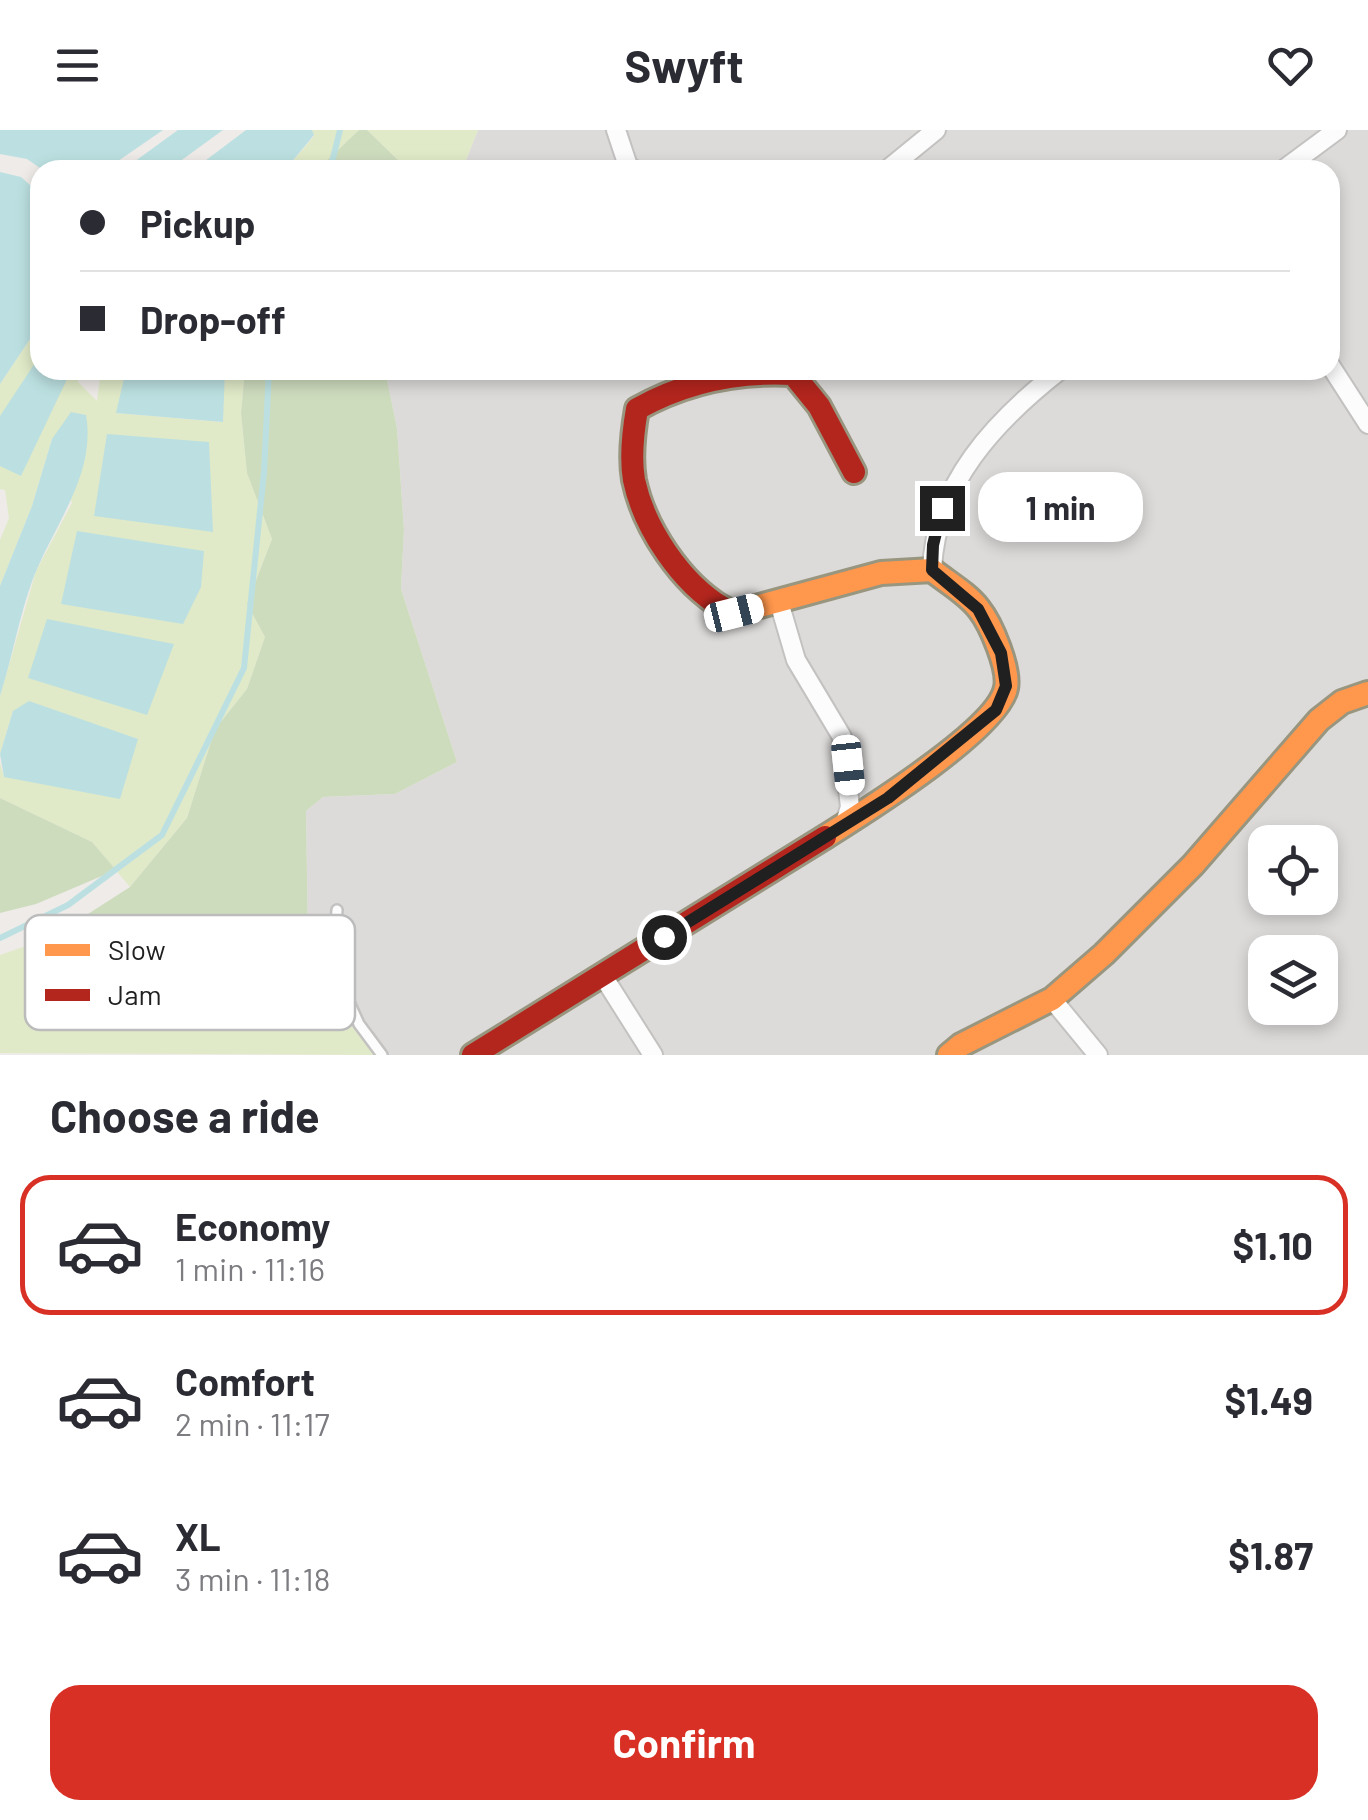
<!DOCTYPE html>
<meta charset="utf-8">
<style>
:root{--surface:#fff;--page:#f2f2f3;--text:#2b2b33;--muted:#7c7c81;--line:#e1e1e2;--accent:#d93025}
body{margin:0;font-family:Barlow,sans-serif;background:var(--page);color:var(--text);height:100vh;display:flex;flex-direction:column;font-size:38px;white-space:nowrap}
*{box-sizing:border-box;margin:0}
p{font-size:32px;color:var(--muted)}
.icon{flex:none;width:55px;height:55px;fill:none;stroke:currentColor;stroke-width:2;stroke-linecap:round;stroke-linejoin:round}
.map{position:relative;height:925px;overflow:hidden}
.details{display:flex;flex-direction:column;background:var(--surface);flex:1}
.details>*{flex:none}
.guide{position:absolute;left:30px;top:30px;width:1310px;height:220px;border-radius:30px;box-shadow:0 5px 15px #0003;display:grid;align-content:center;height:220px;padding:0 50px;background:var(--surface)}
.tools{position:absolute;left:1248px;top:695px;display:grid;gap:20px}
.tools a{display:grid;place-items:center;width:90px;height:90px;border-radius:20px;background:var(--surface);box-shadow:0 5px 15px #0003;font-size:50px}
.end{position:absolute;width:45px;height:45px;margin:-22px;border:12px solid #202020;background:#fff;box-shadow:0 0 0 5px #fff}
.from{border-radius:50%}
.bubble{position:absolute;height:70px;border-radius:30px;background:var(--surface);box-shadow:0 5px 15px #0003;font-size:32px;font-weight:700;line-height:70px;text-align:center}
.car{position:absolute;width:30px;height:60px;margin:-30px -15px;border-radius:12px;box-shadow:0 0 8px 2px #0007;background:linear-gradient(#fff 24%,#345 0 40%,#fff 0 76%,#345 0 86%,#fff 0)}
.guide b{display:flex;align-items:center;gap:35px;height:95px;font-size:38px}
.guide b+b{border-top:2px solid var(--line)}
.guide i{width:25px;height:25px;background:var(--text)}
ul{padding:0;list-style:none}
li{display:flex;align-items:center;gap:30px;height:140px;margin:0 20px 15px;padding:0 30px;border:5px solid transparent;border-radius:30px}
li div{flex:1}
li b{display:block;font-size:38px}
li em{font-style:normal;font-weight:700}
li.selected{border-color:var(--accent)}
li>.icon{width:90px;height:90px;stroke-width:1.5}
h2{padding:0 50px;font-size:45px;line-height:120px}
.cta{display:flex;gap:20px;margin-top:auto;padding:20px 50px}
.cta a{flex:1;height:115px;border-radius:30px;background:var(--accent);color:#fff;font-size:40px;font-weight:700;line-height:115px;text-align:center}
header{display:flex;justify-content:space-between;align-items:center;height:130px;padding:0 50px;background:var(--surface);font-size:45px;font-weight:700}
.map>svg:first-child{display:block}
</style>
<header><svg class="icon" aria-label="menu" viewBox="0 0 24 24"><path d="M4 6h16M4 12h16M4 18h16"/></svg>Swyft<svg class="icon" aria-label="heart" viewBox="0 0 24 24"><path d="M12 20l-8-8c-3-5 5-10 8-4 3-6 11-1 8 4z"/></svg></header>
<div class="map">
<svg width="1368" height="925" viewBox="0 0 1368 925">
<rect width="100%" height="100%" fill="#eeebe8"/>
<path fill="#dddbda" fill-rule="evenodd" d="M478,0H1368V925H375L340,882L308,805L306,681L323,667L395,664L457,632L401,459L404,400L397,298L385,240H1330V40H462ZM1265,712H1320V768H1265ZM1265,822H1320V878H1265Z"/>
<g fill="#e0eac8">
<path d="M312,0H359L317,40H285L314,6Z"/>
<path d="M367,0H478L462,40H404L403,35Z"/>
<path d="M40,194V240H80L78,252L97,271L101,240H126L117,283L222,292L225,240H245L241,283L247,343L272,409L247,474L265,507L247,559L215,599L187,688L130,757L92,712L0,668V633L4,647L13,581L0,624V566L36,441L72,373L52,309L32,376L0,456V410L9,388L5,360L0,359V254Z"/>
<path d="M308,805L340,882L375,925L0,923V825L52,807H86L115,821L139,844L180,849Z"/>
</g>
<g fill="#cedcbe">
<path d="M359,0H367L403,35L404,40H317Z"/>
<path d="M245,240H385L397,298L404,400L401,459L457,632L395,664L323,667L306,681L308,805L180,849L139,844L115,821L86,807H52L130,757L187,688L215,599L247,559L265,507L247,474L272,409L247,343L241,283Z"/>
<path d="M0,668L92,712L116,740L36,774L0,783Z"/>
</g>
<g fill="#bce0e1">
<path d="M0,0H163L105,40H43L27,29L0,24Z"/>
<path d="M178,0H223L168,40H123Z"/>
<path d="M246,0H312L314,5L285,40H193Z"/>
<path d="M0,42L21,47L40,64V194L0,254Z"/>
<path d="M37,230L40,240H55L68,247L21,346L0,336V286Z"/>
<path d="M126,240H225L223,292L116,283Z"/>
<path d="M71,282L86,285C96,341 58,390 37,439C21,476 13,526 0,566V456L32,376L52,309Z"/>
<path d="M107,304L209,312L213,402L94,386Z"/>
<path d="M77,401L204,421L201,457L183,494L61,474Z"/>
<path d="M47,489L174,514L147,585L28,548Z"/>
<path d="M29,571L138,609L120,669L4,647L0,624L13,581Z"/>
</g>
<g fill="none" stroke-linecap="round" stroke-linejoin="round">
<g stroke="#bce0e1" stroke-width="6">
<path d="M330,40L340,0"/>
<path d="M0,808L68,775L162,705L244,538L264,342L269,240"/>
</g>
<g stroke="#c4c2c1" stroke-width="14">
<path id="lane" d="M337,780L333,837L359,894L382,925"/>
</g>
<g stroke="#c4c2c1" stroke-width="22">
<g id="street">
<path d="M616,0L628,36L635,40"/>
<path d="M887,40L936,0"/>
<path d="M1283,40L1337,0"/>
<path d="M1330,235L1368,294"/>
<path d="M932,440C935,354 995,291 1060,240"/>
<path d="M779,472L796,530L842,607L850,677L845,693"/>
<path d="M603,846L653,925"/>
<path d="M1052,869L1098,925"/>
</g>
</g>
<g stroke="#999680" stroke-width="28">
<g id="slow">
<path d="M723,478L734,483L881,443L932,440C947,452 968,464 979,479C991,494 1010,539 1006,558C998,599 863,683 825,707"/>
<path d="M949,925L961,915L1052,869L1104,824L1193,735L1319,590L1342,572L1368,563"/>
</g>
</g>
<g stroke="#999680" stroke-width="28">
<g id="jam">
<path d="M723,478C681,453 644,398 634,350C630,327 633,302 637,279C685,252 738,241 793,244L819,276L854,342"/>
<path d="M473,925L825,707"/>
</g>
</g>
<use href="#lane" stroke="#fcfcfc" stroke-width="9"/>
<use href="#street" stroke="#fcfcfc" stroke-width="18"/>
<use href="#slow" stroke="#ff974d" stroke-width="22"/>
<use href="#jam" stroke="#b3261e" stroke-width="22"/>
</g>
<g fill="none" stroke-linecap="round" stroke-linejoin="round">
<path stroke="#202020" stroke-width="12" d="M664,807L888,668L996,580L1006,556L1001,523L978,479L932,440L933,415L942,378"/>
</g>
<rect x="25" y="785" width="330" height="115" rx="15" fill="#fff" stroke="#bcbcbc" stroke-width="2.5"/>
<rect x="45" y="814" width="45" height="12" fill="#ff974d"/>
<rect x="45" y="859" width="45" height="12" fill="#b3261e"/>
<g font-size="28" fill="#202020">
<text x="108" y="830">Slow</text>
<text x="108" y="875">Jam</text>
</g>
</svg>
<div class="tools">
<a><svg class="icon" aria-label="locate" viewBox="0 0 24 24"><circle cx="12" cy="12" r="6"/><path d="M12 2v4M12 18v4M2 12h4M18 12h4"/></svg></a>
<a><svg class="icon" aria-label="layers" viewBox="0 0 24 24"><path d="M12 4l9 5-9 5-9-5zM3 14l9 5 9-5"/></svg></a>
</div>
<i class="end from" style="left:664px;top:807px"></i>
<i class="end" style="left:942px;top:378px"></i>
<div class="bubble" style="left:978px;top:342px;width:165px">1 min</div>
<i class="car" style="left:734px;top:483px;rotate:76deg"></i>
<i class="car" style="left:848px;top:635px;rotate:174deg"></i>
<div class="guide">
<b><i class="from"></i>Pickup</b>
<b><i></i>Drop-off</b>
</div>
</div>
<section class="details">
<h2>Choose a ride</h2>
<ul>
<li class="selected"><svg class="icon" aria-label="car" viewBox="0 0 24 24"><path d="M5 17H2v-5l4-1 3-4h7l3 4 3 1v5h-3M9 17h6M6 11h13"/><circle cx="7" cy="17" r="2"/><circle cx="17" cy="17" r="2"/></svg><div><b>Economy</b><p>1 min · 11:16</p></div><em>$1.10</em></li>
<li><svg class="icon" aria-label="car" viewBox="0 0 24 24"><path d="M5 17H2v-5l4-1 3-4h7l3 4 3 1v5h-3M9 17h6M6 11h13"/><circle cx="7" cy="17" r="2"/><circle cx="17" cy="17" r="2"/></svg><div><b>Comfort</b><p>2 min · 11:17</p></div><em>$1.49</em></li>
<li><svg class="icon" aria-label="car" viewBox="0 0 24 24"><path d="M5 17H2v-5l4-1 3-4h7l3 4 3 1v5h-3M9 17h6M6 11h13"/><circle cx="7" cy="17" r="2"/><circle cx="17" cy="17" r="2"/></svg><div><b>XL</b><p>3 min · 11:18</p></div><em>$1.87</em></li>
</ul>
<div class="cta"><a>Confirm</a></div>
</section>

(Try it):
The answer should be only the number of lines in the data that include "bubble".

(Problem solution):
2